## DATA SHOWN
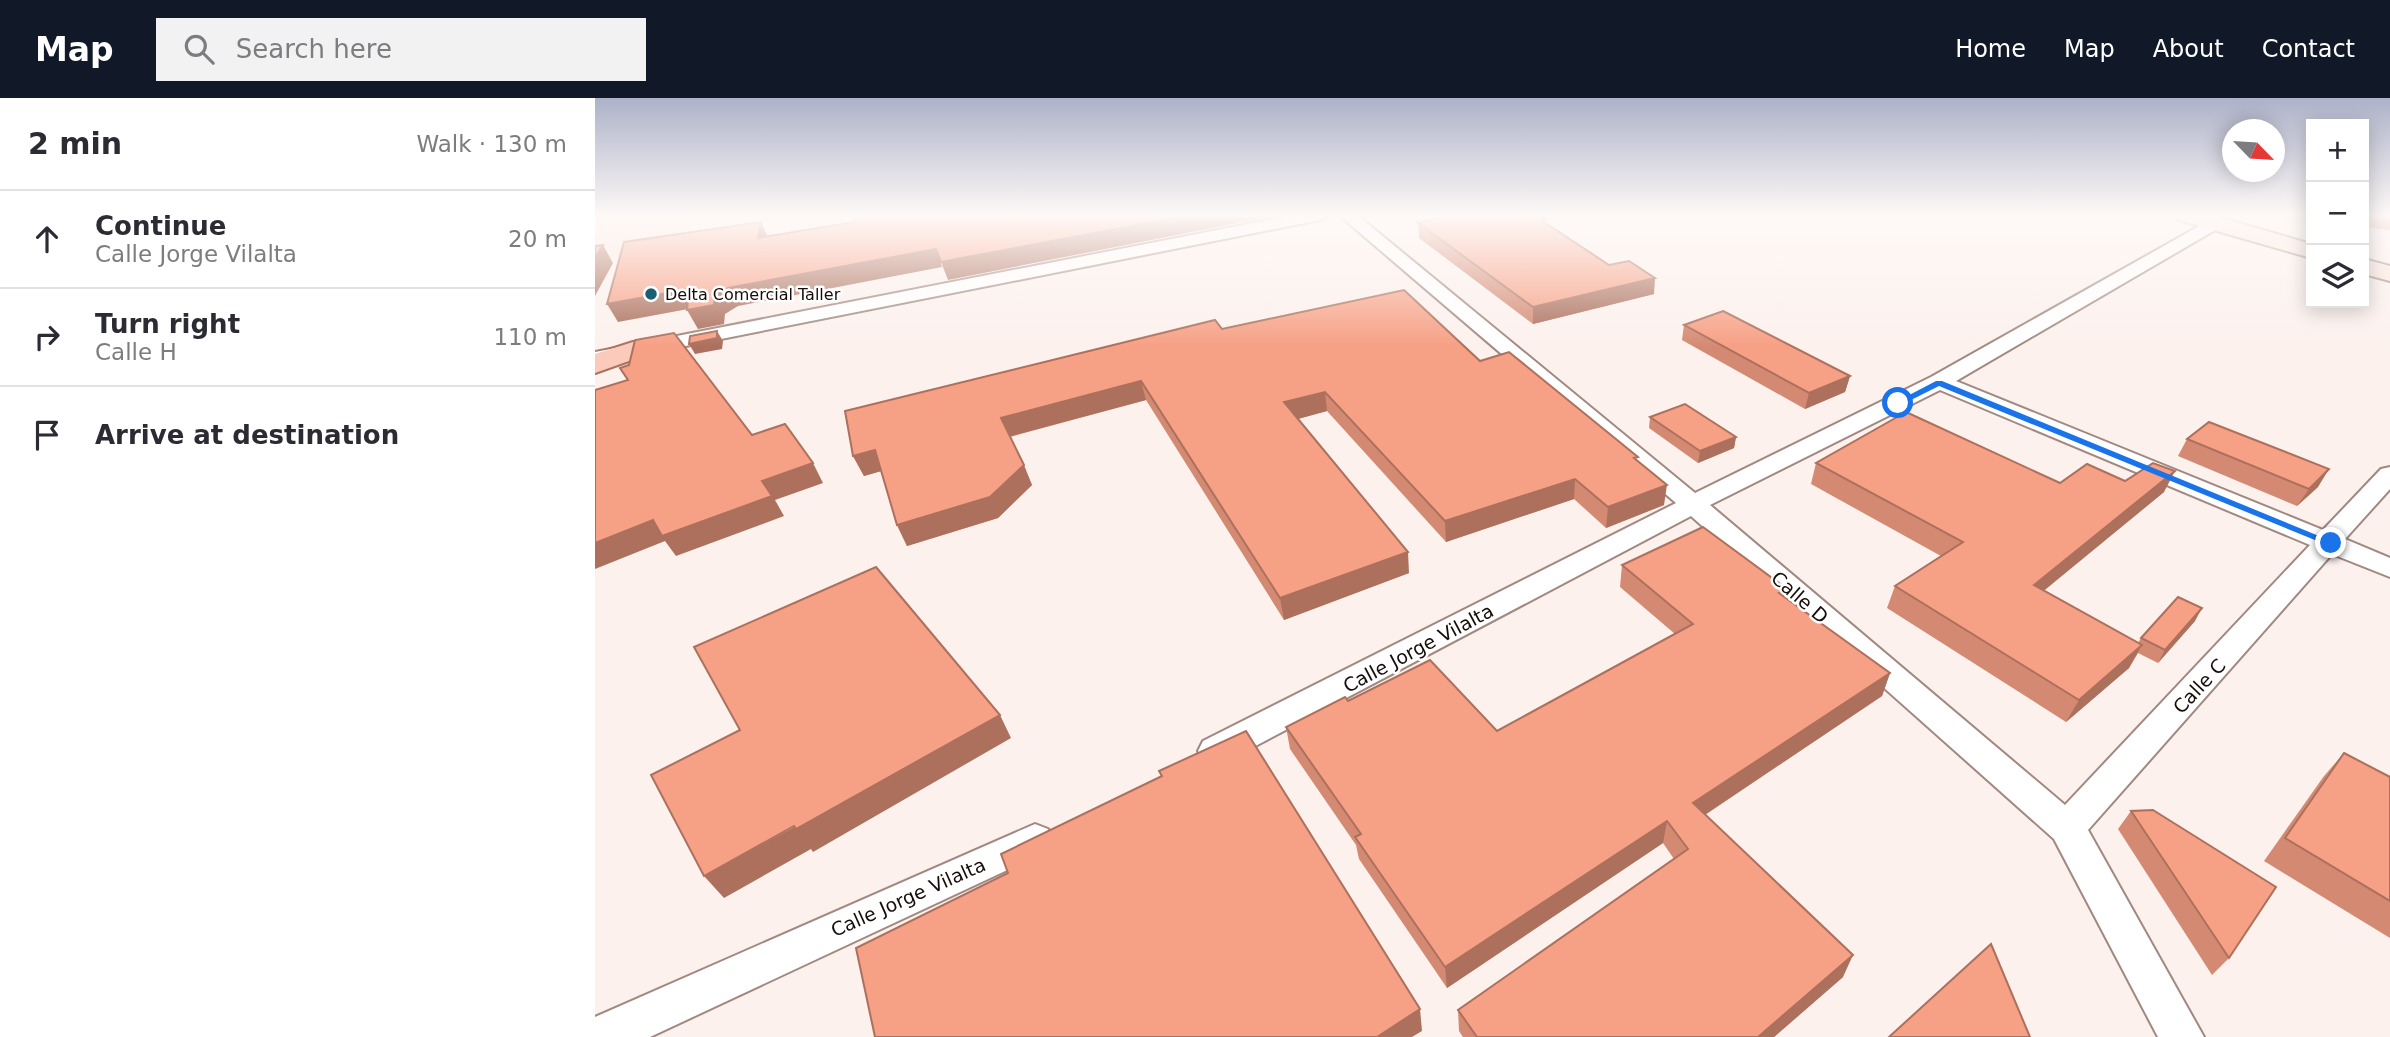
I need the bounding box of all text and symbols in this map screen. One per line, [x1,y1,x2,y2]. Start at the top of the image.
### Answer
search box [156,18,646,81]
text: Map [35,30,114,69]
icon: search [180,30,218,68]
text: Search here [236,34,392,64]
text: Home [1955,35,2026,63]
text: Map [2064,35,2115,63]
text: About [2153,35,2224,63]
text: Contact [2262,35,2355,63]
north arrow [2222,119,2285,182]
map controls [2306,119,2369,308]
button: + [2306,119,2369,182]
text: 2 min [28,126,122,161]
text: Walk · 130 m [416,131,567,157]
button: − [2306,182,2369,245]
text: Continue [95,211,226,241]
icon: ahead [28,220,66,258]
text: 20 m [508,226,567,252]
text: Calle Jorge Vilalta [95,241,297,267]
button: layers [2306,245,2369,308]
place label: Delta Comercial Taller [665,285,841,304]
marker: Delta Comercial Taller [643,286,659,302]
text: Turn right [95,309,240,339]
icon: right [28,318,66,356]
text: 110 m [493,324,567,350]
text: Calle H [95,339,177,365]
route start [1882,387,1913,418]
icon: arrive [28,416,66,454]
text: Arrive at destination [95,420,399,450]
route end [2315,527,2346,558]
street label: Calle D [1767,566,1833,628]
street label: Calle Jorge Vilalta [1339,599,1497,697]
street label: Calle C [2168,654,2230,718]
street label: Calle Jorge Vilalta [827,853,989,941]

## ABOUT THIS TASK
Set each line of the records down again exactly as it reads. Omit the pictures.

## YOUR SOLUTION
I need the bounding box of all text and symbols in this map screen. One per line, [x1,y1,x2,y2]. Start at the top of the image.
### Answer
search box [156,18,646,81]
text: Map [35,30,114,69]
icon: search [180,30,218,68]
text: Search here [236,34,392,64]
text: Home [1955,35,2026,63]
text: Map [2064,35,2115,63]
text: About [2153,35,2224,63]
text: Contact [2262,35,2355,63]
north arrow [2222,119,2285,182]
map controls [2306,119,2369,308]
button: + [2306,119,2369,182]
text: 2 min [28,126,122,161]
text: Walk · 130 m [416,131,567,157]
button: − [2306,182,2369,245]
text: Continue [95,211,226,241]
icon: ahead [28,220,66,258]
text: 20 m [508,226,567,252]
text: Calle Jorge Vilalta [95,241,297,267]
button: layers [2306,245,2369,308]
place label: Delta Comercial Taller [665,285,841,304]
marker: Delta Comercial Taller [643,286,659,302]
text: Turn right [95,309,240,339]
icon: right [28,318,66,356]
text: 110 m [493,324,567,350]
text: Calle H [95,339,177,365]
route start [1882,387,1913,418]
icon: arrive [28,416,66,454]
text: Arrive at destination [95,420,399,450]
route end [2315,527,2346,558]
street label: Calle D [1767,566,1833,628]
street label: Calle Jorge Vilalta [1339,599,1497,697]
street label: Calle C [2168,654,2230,718]
street label: Calle Jorge Vilalta [827,853,989,941]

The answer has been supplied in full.